Re: Problems with pg_locks explosion

From: Jeff Janes <jeff(dot)janes(at)gmail(dot)com>
To: Armand du Plessis <adp(at)bank(dot)io>
Cc: pgsql-performance <pgsql-performance(at)postgresql(dot)org>
Subject: Re: Problems with pg_locks explosion
Date: 2013-04-02 00:21:16
Message-ID: CAMkU=1x5Ff1DAYYknDpOyJhDrAUxvWxg+c73A42t3S_GDGpRng@mail.gmail.com
Views: Raw Message | Whole Thread | Download mbox | Resend email
Thread:
Lists: pgsql-performance

On Mon, Apr 1, 2013 at 3:35 PM, Armand du Plessis <adp(at)bank(dot)io> wrote:

> [Apologies, I first sent this to the incorrect list, postgres-admin, in
> the event you receive it twice]
>
> Hi there,
>
> I'm hoping someone on the list can shed some light on an issue I'm having
> with our Postgresql cluster. I'm literally tearing out my hair and don't
> have a deep enough understanding of Postgres to find the problem.
>
> What's happening is I had severe disk/io issues on our original Postgres
> cluster (9.0.8)
>
and switched to a new instance with a RAID-0 volume array.
>

What was the old instance IO? Did you do IO benchmarking on both?

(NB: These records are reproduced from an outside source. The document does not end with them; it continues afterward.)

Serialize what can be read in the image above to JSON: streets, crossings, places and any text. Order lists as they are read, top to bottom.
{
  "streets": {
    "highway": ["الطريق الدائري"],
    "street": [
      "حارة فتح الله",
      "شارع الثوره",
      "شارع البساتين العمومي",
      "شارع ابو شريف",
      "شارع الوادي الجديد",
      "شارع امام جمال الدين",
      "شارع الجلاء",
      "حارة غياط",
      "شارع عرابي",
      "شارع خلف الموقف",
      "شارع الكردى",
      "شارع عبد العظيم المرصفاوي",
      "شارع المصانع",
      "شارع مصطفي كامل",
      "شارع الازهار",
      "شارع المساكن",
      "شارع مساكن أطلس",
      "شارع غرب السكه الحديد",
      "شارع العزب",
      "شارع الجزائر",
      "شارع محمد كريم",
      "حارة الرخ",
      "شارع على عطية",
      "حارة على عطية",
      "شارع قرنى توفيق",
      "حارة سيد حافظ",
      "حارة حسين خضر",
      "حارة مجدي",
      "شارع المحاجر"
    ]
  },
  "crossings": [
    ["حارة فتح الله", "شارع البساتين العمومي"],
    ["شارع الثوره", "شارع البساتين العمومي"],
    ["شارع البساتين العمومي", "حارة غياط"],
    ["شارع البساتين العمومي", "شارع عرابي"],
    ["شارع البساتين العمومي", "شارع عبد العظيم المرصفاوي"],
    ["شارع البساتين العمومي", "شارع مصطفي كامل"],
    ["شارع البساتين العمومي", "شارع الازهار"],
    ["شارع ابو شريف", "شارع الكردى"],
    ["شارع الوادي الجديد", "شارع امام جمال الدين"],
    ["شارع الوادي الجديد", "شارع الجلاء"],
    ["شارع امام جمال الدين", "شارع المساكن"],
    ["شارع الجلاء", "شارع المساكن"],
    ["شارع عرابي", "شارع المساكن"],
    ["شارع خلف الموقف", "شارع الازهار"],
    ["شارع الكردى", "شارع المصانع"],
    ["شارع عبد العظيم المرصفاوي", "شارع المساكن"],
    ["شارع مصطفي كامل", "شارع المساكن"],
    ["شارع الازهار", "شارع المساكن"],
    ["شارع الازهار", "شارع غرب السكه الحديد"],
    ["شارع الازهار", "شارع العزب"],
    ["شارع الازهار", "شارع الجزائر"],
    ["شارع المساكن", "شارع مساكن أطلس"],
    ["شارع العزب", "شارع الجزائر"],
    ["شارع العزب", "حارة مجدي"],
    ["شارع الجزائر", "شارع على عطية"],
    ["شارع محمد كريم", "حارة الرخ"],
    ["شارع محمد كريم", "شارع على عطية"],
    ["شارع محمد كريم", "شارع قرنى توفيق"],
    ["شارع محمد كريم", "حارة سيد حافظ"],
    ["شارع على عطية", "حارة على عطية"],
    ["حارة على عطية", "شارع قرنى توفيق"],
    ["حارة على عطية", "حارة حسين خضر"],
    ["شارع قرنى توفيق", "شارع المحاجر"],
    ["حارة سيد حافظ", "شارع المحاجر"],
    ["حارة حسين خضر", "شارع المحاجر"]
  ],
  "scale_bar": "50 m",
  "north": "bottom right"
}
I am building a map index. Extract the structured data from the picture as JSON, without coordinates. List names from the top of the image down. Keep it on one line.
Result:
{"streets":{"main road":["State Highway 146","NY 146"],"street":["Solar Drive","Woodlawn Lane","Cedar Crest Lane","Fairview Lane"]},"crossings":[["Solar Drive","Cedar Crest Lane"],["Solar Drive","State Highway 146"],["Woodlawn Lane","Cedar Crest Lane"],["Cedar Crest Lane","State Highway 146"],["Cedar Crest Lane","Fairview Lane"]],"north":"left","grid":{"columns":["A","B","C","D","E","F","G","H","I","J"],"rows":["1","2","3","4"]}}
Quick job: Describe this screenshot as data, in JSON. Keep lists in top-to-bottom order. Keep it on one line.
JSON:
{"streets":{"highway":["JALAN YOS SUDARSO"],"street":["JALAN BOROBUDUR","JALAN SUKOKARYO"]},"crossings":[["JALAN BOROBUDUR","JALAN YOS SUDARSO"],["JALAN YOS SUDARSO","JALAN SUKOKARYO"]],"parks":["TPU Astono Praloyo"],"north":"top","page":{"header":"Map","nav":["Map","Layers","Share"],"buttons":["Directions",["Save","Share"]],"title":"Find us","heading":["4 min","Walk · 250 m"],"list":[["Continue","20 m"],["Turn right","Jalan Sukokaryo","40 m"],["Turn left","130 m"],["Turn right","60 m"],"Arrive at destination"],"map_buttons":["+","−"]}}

> The machine's CPU usage would hover around 30% and our database would run
> lightning fast with pg_locks hovering between 100-200.
>
> Within a few seconds something would trigger a massive increase in
> pg_locks so that it suddenly shoots up to 4000-8000. At this point
> everything dies. Queries that usually take a few milliseconds takes minutes
> and everything is unresponsive until I restart postgres.
>

I think that pg_locks is pretty much a red herring. All it means is that
you have a lot more active connections than you used to. All active
connections are going to hold various locks, while most idle connections
(other than 'idle in transaction') connections will not hold any.

Although I doubt it will solve this particular problem, you should probably
use a connection pooler.

> shared_buffers = 32GB
>

That seems very high. There are reports that using >8 GB leads to
precisely the type of problem you are seeing (checkpoint associated
freezes). Although I've never seen those reports when fsync=off.

I thought you might be suffering from the problem solved in release 9.1 by
item "Merge duplicate fsync requests (Robert Haas, Greg Smith)", but then I
realized that with fsync=off it could not be that.

>
> max_connections = 800
>

That also is very high.

> The problems seem to overlap with checkpoints.
>
> 2013-04-01 21:31:35.592 UTC,,,26877,,5159fa5f.68fd,1,,2013-04-01 21:21:35
> UTC,,0,LOG,00000,"checkpoint starting: time",,,,,,,,,""
> 2013-04-01 21:40:35.033 UTC,,,26877,,5159fa5f.68fd,2,,2013-04-01 21:21:35
> UTC,,0,LOG,00000,"checkpoint complete: wrote 100635 buffers (2.4%); 0
> transaction log file(s) added, 0 removed, 1 recycled; write=539.439 s,
> sync=0.000 s, total=539.441 s; sync files=0, longest=0.000 s, average=0.000
> s",,,,,,,,,""
> 2013-04-01 21:41:35.093 UTC,,,26877,,5159fa5f.68fd,3,,2013-04-01 21:21:35
> UTC,,0,LOG,00000,"checkpoint starting: time",,,,,,,,,""
>

I think you changed checkpoint_timout from default (5 min) to 10 minutes,
without telling us. Anyway, this is where it would be nice to know how
much of the 539.439 s in the write phase was spent blocking on writes, and
how much was spent napping. But that info is not collected by pgsql.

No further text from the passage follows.